Privacy Accounting and Quality Control in the Sage Differentially Private ML Platform
This work addresses privacy leakage risks for companies deploying ML models on sensitive user data, offering incremental improvements to existing DP methods through a systems-focused approach.
The authors tackled the challenges of running out of privacy budget and managing privacy-utility tradeoffs in differentially private machine learning by developing Sage, a platform that introduces block composition for endless training on sensitive data streams and privacy-adaptive training to meet quality criteria, achieving a global DP guarantee with high probability.

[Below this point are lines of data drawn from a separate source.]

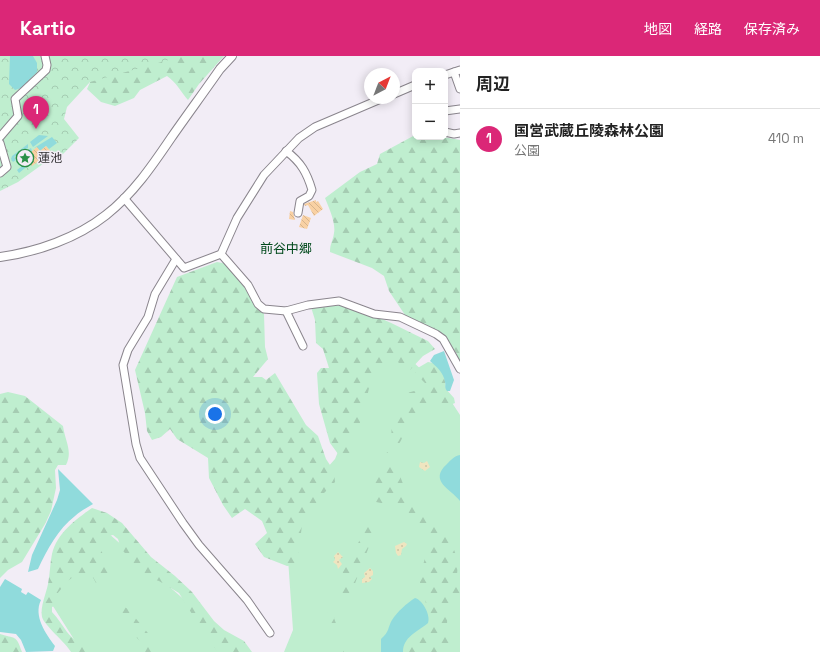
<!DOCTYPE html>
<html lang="ja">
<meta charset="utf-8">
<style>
body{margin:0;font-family:"Space Grotesk","Noto Sans JP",sans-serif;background:#f6f6f6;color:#222}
.controls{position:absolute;right:12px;top:12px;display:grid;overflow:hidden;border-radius:8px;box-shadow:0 2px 10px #0003}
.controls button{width:36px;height:36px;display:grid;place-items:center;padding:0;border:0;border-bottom:1px solid #e0e0e0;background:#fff;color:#222;font:20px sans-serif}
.compass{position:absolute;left:364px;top:12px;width:36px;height:36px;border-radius:50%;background:#fff;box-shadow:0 2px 10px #0003;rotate:42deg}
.you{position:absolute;left:215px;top:358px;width:14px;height:14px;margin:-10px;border:3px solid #fff;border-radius:50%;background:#1a73e8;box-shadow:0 0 0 6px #1a73e833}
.badge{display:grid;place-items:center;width:26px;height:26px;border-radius:50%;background:#db2777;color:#fff;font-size:13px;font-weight:700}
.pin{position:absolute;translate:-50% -33px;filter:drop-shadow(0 1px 2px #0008)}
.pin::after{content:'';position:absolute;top:21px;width:14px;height:12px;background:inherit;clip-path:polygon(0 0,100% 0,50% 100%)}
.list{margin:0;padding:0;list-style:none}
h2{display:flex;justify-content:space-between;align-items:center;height:52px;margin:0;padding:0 16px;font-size:17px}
h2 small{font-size:13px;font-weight:400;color:#767676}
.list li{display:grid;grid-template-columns:26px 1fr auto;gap:12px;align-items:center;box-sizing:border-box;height:60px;padding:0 16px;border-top:1px solid #e0e0e0}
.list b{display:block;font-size:15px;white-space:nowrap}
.list p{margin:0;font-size:13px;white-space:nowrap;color:#767676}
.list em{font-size:13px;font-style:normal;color:#767676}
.map{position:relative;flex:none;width:460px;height:596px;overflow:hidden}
header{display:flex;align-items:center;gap:24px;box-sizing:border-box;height:56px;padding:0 20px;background:#db2777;color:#fff}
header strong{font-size:19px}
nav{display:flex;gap:22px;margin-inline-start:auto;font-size:14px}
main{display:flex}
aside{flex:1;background:#fff}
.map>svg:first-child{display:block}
.green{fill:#bfeecf}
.forest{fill:url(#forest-firs)}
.sand{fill:url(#sand-dots)}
.park{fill:url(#park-crowns)}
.water{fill:#90dbdc}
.building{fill:url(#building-back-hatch)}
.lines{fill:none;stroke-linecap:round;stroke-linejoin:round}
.minor-casing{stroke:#8a858d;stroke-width:9}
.major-casing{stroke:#8a858d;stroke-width:10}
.minor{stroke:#fff;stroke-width:7}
.major{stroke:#fff;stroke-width:8}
.labels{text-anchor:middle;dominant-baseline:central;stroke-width:3;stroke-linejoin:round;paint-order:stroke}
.poi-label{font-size:12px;fill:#312f32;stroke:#f2edf6;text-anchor:start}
.neighbourhood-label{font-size:13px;fill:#00491b;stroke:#f2edf6}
</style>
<header>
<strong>Kartio</strong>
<nav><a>地図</a><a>経路</a><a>保存済み</a></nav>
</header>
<main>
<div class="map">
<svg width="460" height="596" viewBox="0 0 460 596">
<defs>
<pattern id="forest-firs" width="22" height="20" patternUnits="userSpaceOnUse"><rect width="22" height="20" fill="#bfeecf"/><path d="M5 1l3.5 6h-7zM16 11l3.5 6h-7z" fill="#a5ccb2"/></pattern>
<pattern id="sand-dots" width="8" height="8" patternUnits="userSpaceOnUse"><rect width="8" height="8" fill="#efe5c0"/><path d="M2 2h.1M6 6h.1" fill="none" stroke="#cdc5a5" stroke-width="1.8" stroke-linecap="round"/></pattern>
<pattern id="park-crowns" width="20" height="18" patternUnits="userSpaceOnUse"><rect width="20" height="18" fill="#bfeecf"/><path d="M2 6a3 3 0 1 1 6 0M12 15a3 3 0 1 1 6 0" fill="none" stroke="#a5ccb2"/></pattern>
<pattern id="building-back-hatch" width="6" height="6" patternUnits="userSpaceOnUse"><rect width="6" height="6" fill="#f9d1a3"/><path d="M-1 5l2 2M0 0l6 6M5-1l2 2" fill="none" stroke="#d6b48d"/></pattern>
</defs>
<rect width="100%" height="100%" fill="#f2edf6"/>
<g class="green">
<path d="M388,296L410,303L445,336L460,359V596H284L293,574L285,460L335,403L370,318Z"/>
<path d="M108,477L244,596H82L51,547L62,504Z"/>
</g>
<g class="forest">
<path d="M102,0H224L199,28L188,44C181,36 176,26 167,20L140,34L134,42L115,50L101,46L87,33Z"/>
<path d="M415,79V81H443L460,84V312L457,308V298L447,284L407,262L389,235L384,220L372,212L330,196C330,187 333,185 334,177C336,167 329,152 325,142L360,116L377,108L380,98Z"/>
<path d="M217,206L233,209L264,258L265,291L268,303L253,321H262L266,324L275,317L306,369L318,380L326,403L334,415L335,426L321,440L302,469L297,509L287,510L264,501L255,488L267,477L262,465L245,453L232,462L223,449L209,422L208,402L177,383L170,373L161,381L152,384L147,375L145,357L135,314L177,221Z"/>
<path d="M326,248C364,251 395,269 428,285L435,293L423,300L410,314L405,313L398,306C391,306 390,307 384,311C365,323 370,340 363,359C358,372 352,383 350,397L341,402L330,387L319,348L317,317L321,312H329L323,293L316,287L315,264L311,251Z"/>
<path d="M428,306L434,307L444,318L446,333L454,342L455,347C452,348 447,351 443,351C437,350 432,348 425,351C405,360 405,388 394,392L391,386L392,363L408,347L407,337L425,332L427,329L415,317L416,313Z"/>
<path d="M8,336L25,340L63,370C65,385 73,395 66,409H58L55,414L56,432L51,455L45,468L22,506L8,514L0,522V338Z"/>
<path d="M387,396L393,401L406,436L428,462L444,476L452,488L458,505L457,519L460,524V546L450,553L447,566L451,591L450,596H405C408,581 424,576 431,564L425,544L428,540V535L421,529L419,524L425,502L433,491V486L420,468L399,447L391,449L371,445L373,425L383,411V400Z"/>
<path d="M92,452L107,457L122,467L151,501L175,520L192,536L214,565L224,574L244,585L252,596H218L205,579L179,537L159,525L152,523L143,522L138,518L126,498L121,493L118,483L113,479L100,482L98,489L109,509V520L102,525L96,527L91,518C71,517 69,524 57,538L58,548L52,551V556C58,562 62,569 67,576C73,584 82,587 87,596H71C66,587 44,569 42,561C40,551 46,538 48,528C50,518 50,507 52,498C57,477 75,464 92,452Z"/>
<path d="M372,460L375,474L373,480L354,530L344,545H342C337,534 340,516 348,508L364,475L363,465Z"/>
<path d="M338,547L339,552L334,562L338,573L332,583L330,582C331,567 318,559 338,547Z"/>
<path d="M123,550L128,553L152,582L158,596H144L141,586L130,575L120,555Z"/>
<path d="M0,578C15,583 16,578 22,596H0Z"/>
<path d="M333,589L343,591L344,596H329L328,593Z"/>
</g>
<g class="sand">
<path d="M427,405L430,411L425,415L419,411L420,406L424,407Z"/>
<path d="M404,486L407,488L406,490L402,493L401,499L398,500L396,497L395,490Z"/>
<path d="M338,496L343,501L339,504L342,508L338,513L337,509L333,506L335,504L334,500Z"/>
<path d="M370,512L373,515V519L370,521L372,523L369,526L362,527V523L365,521L364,517Z"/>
</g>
<path class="park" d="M0,0H183L90,26L67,51L64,63L79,82L62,99L58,97L18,126L0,135Z"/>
<g class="water">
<path d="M10,0H33L37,7V16L21,32L15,34L9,28Z"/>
<path d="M39,79L48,80L33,91L30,86Z"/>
<path d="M52,81L57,87L49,93L46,90L40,95L37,91L34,92Z"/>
<path d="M28,88V92L14,101L16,104L13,106L11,103L12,100Z"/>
<path d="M31,92L34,100L28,105L30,108L19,117L17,114L22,110L17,101Z"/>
<path d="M444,295L454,324L450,335H447C444,331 446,330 445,326C444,317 436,310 430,305L434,299Z"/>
<path d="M460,399V445C451,433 428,425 447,408C451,404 454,400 460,399Z"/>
<path d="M58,413L93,448C87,452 80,455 75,460C58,473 47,494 38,513L28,516L32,499L57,444L60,434Z"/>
<path d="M5,523L22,533L21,536L26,539L28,536L41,544C33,560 46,578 55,590L53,595L26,596L21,584L16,578L0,576V531Z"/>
<path d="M415,542C423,544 431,560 428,567C417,576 403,581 403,596H381V583C390,575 387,573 392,564C397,556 407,547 415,542Z"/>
</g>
<g class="building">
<path d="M46,90L51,96L32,110L28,105L34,100L31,96L37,91L40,95Z"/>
<path d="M316,144V146L318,145L323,153L314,160L308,149L305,150L304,148Z"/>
<path d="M290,155L293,156L295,164L289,163Z"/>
<path d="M303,159L311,162L307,173L299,171Z"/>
</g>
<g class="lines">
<defs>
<g id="minor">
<path d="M454,16L460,33"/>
<path d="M445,19L460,14"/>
<path d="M394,38L415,29"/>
<path d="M445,55L460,53"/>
<path d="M445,76L454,78L460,77"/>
<path d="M0,81L18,60L15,43L46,14L47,9L45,0"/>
<path d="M0,87L7,111L0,117"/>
<path d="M286,95C301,106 307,117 312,134L309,140L300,145L298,157"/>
<path d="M124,142L184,212L221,198L237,162L264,119L299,82L315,71L383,42"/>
<path d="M221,198L248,229L258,248L264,253L286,255L308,249L339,245L374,258L400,261L436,278L443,283L460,313"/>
<path d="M176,203L155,238L148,261L128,294L123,309L136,388L140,402L183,467L199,489L247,544L270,577"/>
<path d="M286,255L303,290"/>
</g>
<path id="major" d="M0,201C37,196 77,182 106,159C133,138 152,110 171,82C187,59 204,36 220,13L232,0"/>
</defs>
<use href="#minor" class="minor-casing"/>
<use href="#major" class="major-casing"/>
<use href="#minor" class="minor"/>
<use href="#major" class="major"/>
</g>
<defs>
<symbol id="sight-ring" viewBox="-11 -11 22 22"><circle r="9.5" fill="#f2edf6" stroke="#299047" stroke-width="1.5"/><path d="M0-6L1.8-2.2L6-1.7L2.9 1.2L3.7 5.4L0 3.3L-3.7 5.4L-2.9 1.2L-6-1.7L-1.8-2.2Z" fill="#299047"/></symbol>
</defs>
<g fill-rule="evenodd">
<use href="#sight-ring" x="15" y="92" width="20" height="20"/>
</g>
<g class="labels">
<g class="poi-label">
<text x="38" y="102">蓮池</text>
</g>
<g class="neighbourhood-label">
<text x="286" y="192">前谷中郷</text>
</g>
</g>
</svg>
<div class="controls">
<button>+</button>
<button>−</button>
</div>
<svg class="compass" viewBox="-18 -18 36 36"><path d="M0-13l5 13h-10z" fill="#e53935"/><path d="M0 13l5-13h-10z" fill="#767676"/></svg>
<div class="you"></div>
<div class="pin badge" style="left:36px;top:73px">1</div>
</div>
<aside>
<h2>周辺<small></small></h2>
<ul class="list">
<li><span class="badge">1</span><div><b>国営武蔵丘陵森林公園</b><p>公園</p></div><em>410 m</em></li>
</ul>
</aside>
</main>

Companies increasingly expose machine learning (ML) models trained over sensitive user data to untrusted domains, such as end-user devices and wide-access model stores. We present Sage, a differentially private (DP) ML platform that bounds the cumulative leakage of training data through models. Sage builds upon the rich literature on DP ML algorithms and contributes pragmatic solutions to two of the most pressing systems challenges of global DP: running out of privacy budget and the privacy-utility tradeoff. To address the former, we develop block composition, a new privacy loss accounting method that leverages the growing database regime of ML workloads to keep training models endlessly on a sensitive data stream while enforcing a global DP guarantee for the stream. To address the latter, we develop privacy-adaptive training, a process that trains a model on growing amounts of data and/or with increasing privacy parameters until, with high probability, the model meets developer-configured quality criteria. They illustrate how a systems focus on characteristics of ML workloads enables pragmatic solutions that are not apparent when one focuses on individual algorithms, as most DP ML literature does.